The Extent of the Obligation

This question can be resolved based on the rulings of the Nimmukei Yosef.

The Gemara (Erchin 16a) cites a dispute concerning the parameters of rebuke: “Rav says: Until he hits back; Shmuel says: Until he curses; Rabbi Yochanan says: Until he reprimands.” The Rambam rules like the first opinion (Rav): the obligation to reproach a sinner continues until he lashes back at the person giving rebuke. The Chinuch (239) explains that this refers to reaching a point where he is “close to hitting.”

The Nimmukei Yosef (Yevamos 21 B) raises the question: Surely there is a mitzvah to refrain from saying something that will not be accepted. If so, how can there be an obligation to continue giving rebuke, to the point where the subject is about to physically lash back?

He responds that the statement whereby one must refrain from saying something that won’t be accepted applies specifically to the community: One must not give a communal instruction that will go unheeded. Concerning an individual, however, one must reproach the sinner to the point of hitting or cursing. He adds, however, that even with regard to the community, one must offer reproach once, “…for perhaps they will hear, or, alternatively, so that they won’t have an excuse (of saying: the rabbi was silent!).”

Thus, we find indeed that even when the person will certainly (to the extent we can know) not accept the rebuke, there remains an obligation to reproach him.

Reproach of Sinners

Must we then reproach every sinner in town, even in the knowledge that he will not accept the rebuke, until the individual is ready to hit us? A reading of the Rema (608:2), who cites the above principles, gives the impression that this is the case. Yet, there are a number of reasons why the obligation to rebuke will not apply.

One reason is given by the Mishnah Berurah (Biur Halachah, s.v. mochin), who writes (in the name of the Birkei Yosef) that the obligation of rebuke even where it won’t be accepted only applies when we possess power of enforcement. When we have no power to enforce the rebuke, there is no obligation to reproach a sinner if one knows that he won’t accept it. He continues that others disagree and maintain that lack of enforcement power is not a factor.

An additional reason, also found in the Mishnah Berurah (Biur Halachah, s.v. aval), is that there is no mitzvah to reproach those who have entirely rejected the yoke of Torah and mitzvos, like those who publicly violate the Shabbos. The verse refers to “your fellow,” which Chazal render (in several places) as “one who is your fellow in mitzvos.” If somebody is not “with us in mitzvos,” there is no obligation of rebuke him for a specific misdeed.

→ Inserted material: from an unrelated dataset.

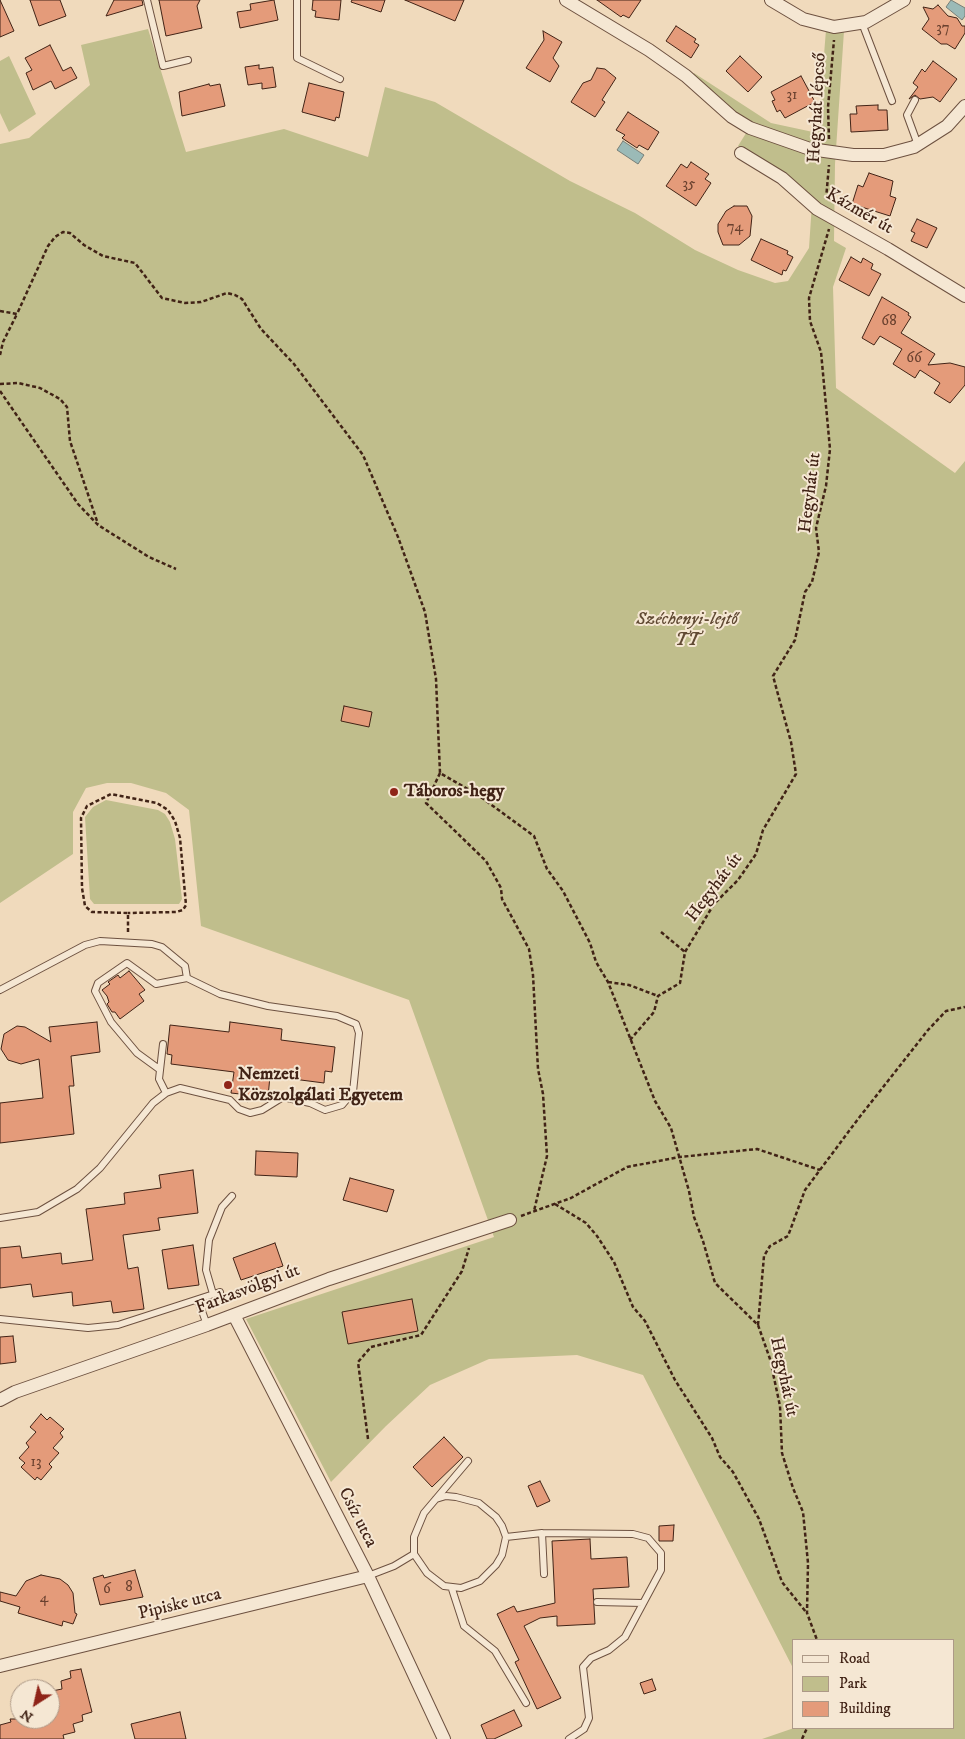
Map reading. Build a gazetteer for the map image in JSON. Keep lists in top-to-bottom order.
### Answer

We can add that in today’s times, when non-observance of mitzvos is the norm among many Jews, rebuke will not only be ineffective, but also damaging, distancing Jews from Judaism and breeding contempt for religious Jews.

The Chazon Ish classifies current irreligious Jews as tinokos shenishbu, people who sin because they do not know any better. While we cannot coerce them into fulfilling mitzvos, there is surely a mitzvah (as he writes) to “draw them close with bonds of love,” and to bring them back to the path of Torah.

How to Rebuke

The Torah instructs us: “You shall surely rebuke your fellow, and you shall not bear sin on his account.” Chazal (Erchin 17b) explain the last part of the verse as limiting the obligation of rebuke: Although we are obligated to reproach our fellow for his sins, it is forbidden to do so when the rebuke will cause him shame.

This halachah is ruled by the Rambam (De’os 6:7): “One who rebukes his fellow should not speak with him harshly, thereby causing him shame… the more so in public.” It is noteworthy that the Shulchan Aruch Ha-Rav (156:8) writes that this halachah applies only to sins that are “between man and man,” and not to sins “between man and G-d.” However, this distinction is not mentioned by other authorities.

The Rambam also teaches us the general method of rebuke: “One who rebukes another… should administer the rebuke in private, speak to the offender gently and tenderly, and point out that the rebuke is offered for the wrongdoer’s own good, to secure life in the World to Come.”

The requirement of speaking gently and tenderly should not be taken lightly. Rav Chaim of Volozin (Keser Rosh 143) goes so far as to write that somebody who knows that he will be unable to maintain his composure should entirely desist from offering rebuke.


As noted at the outset, the obligation to rebuke and reproach is not easy. We have seen that the obligation does not always apply, but we should be aware that there are times when the full Torah mitzvah applies.

Although still difficult, the mitzvah becomes somewhat easier to perform when it is done out of a feeling of responsibility, and certainly when done out of love. Chazal (Bereishis Rabba 54:3) state, “Any love that does not include rebuke, is not love.” When a person loves somebody else, truly caring about his well-being, it is inevitable that there will be points of rebuke and reproach. When done out of love, rebuking is all the easier, and all the more acceptable to the subject.